$Id: ed2k_crc,v 1.1.1.1 2003/05/17 06:11:53 ericprev Exp $

e-donkey 2000 CRC support
-------------------------

since DCTC 0.85.0, global e-donkey 2000 (ed2k) CRC are supported. The global CRC
allows detection of corrupted file.

I. How it works
---------------

The CRC is computed on the whole file. The CRC looks like a set of 16 bytes
(currently displayed as 32 hexdigits). To see an example of CRC, try
"md5sum /bin/login" in a shell. On my computer, I obtain this:

cd2824ef4794520bcd1f422e4b9a8d17  /bin/login
^^^^^^^^^^^^^^^^^^^^^^^^^^^^^^^^ yes I know, it is not a CRC here, it is a hash
                                 also known as a digest.

Modifying the file, even 1 bit, adding bytes (even null byte) or removing bytes
will produce a different value. Technically, the value is not uniq but the
probability to have 2 files sharing the same CRC is nearly 0. The CRC acts a bit
like a fingerprint (e-donkey 2000 works using them instead of filename).

  I.1 extended CRC
  ----------------

md5sum uses a 1 level CRC i.e. the CRC is computed on the file itself. ed2k uses
a 2 levels CRC. The file is splitted in slice of a given size (approximately
9.25MB), a CRC is computed on each slice and then a CRC is computed or all the
slice.


                             global CRC        (<= this value is the ed2k CRC)
                            /          \
                           /            \
                          /              \
                    partial CRC1     partial CRC 2
                         |                |
                         |                |
                         |                |
                     part 1 of        part 2 of
                     the file         the file

With a such computation, using a valid global CRC, you are sure to have a valid
file and with an invalid one, using the partial CRC, you can know which part of
the file is corrupted. 

In the following description, the partial CRC will be named L0 CRC and the 
global CRC will be named CRC :)


II. detecting and correcting 
----------------------------

The ed2k CRC allows detection of corrupted files but it is not enough. Detecting
corrupted file is a good idea but correcting buggy files is a better one.
Unfortunatelly, without anything else, there is no way to correct a file because
only the CRC (global) is available, not the L0 CRCs. 

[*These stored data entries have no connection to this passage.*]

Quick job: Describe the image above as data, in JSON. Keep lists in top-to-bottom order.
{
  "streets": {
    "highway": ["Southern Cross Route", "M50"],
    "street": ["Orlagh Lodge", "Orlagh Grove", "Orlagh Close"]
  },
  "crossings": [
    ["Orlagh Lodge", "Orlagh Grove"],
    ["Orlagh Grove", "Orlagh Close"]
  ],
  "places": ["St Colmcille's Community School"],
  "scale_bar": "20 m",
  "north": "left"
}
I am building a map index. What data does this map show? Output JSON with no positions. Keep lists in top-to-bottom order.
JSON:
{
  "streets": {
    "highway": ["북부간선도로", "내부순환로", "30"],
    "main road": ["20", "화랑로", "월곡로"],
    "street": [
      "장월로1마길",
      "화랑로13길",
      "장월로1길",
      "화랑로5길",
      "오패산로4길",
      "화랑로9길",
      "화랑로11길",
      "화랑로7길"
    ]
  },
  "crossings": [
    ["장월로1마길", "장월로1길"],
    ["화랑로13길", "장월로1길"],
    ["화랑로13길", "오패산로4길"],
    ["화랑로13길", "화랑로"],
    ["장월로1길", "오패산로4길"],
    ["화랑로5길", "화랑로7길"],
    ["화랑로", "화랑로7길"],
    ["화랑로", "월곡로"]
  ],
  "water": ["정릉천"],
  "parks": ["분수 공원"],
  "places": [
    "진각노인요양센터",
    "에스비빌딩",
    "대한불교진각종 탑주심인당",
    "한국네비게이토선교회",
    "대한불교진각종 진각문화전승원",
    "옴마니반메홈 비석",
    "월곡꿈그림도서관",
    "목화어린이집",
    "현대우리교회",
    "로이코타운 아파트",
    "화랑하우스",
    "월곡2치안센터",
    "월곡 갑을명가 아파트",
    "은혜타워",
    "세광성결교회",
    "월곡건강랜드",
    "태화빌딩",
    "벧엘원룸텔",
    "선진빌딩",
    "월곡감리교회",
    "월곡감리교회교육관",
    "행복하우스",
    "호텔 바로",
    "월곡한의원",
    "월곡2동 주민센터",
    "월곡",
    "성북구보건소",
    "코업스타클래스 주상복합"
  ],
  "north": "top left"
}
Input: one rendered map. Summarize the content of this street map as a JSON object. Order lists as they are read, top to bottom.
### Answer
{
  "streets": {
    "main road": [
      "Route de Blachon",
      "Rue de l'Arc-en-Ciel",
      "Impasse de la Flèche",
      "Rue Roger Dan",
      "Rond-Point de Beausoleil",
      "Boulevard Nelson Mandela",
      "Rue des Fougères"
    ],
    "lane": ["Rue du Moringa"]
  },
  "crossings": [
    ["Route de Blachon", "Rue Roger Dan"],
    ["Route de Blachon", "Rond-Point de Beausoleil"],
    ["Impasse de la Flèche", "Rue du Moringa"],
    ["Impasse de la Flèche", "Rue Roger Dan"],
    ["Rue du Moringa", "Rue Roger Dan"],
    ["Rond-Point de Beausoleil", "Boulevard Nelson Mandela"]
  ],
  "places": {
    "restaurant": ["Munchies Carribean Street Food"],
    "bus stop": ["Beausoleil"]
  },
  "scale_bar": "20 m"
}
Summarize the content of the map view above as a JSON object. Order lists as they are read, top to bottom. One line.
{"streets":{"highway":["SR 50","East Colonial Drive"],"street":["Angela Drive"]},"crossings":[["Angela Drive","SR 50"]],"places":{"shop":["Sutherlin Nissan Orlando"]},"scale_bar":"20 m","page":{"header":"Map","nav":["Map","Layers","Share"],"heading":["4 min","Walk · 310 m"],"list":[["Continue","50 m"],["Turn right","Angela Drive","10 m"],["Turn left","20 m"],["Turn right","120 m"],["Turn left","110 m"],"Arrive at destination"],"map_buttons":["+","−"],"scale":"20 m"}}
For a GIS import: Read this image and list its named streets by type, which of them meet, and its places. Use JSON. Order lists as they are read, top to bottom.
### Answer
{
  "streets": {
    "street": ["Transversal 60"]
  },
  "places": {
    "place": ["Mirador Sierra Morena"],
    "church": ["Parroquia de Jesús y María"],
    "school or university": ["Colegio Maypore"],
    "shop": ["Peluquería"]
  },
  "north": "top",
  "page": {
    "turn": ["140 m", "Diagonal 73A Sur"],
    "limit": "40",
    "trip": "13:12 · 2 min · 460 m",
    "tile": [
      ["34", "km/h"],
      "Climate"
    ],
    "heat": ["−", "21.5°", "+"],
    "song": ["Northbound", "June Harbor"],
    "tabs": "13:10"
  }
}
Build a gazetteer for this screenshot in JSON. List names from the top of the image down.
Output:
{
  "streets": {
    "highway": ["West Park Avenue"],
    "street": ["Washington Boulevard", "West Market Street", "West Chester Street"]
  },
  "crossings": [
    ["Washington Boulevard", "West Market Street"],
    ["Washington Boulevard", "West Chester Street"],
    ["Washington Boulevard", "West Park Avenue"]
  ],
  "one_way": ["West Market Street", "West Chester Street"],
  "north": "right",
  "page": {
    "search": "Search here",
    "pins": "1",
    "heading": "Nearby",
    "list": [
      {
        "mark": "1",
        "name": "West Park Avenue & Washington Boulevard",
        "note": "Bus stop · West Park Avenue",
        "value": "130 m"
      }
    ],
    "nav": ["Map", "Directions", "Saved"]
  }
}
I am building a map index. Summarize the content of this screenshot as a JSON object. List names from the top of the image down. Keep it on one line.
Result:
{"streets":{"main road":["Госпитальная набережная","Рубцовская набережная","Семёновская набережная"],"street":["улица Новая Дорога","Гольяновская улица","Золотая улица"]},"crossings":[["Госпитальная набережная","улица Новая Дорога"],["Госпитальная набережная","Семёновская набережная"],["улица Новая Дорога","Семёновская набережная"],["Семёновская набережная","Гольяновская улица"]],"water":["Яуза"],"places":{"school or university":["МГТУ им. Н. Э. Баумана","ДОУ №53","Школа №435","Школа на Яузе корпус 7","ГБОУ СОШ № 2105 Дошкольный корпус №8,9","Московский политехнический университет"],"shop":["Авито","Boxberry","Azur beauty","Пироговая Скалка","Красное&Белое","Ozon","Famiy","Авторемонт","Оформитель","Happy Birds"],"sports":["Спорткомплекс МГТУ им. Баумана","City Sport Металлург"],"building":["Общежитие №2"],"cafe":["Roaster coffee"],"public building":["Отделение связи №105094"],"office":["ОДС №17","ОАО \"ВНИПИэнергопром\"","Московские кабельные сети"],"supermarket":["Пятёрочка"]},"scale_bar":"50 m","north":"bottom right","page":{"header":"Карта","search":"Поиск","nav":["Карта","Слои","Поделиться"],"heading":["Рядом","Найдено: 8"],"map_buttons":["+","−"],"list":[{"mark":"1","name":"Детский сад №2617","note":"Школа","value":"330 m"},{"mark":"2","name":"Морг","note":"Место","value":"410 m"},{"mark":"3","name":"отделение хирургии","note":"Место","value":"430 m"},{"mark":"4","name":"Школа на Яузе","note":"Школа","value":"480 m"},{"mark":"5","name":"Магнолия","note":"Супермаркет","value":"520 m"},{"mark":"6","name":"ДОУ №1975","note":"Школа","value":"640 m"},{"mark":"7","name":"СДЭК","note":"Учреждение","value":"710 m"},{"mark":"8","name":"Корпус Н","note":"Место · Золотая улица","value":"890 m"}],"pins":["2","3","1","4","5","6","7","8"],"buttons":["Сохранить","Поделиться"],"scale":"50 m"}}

Thanks to a protocol extension (see below), DCTC and dchub can exchange L0 CRCs
of files.

Once the L0 CRCs were received, the client can compute its L0 CRCs for each part
of the file it wants to check and compares it with the obtained L0 CRCs.
Different L0 CRCs will indicate invalid part (=part to redownload)

Note: because the L0 CRCs are computed on part of file having a defined size
      (~9.25MB), a file may have only 1 partial CRC. In such condition, finding
      the erroneous part of file can be performed even if the L0 CRC is not
      available because an incorrect L0 CRC will generate an incorrect global
      CRC.

III. protocol extension
-----------------------

DCTC and dchub provides 2 commands named "$MD4Get0" and "$MD4Set" to provide
access to the L0 CRCs. (see Documentation/protocol_extension file in dchub for
a description). Using them, a client can obtain the L0 CRCs of a file from 
another client having the file (the querying client must check the validity of
the obtained L0 CRC by computing a CRC on them, it should obtain the (global)
CRC). dchub (v0.4.0 and above) also acts as a L0 CRC repository thus even if no
client has the L0 CRCs of a file, the hub may have it if one day, someone
connected on it asked for the L0 CRC and someone has replied.

This 2 commands are available if the hub/client has a capability named "MD4x".
This capability is set on dchub v0.4.0 and above and on DCTC v0.85.0 and above.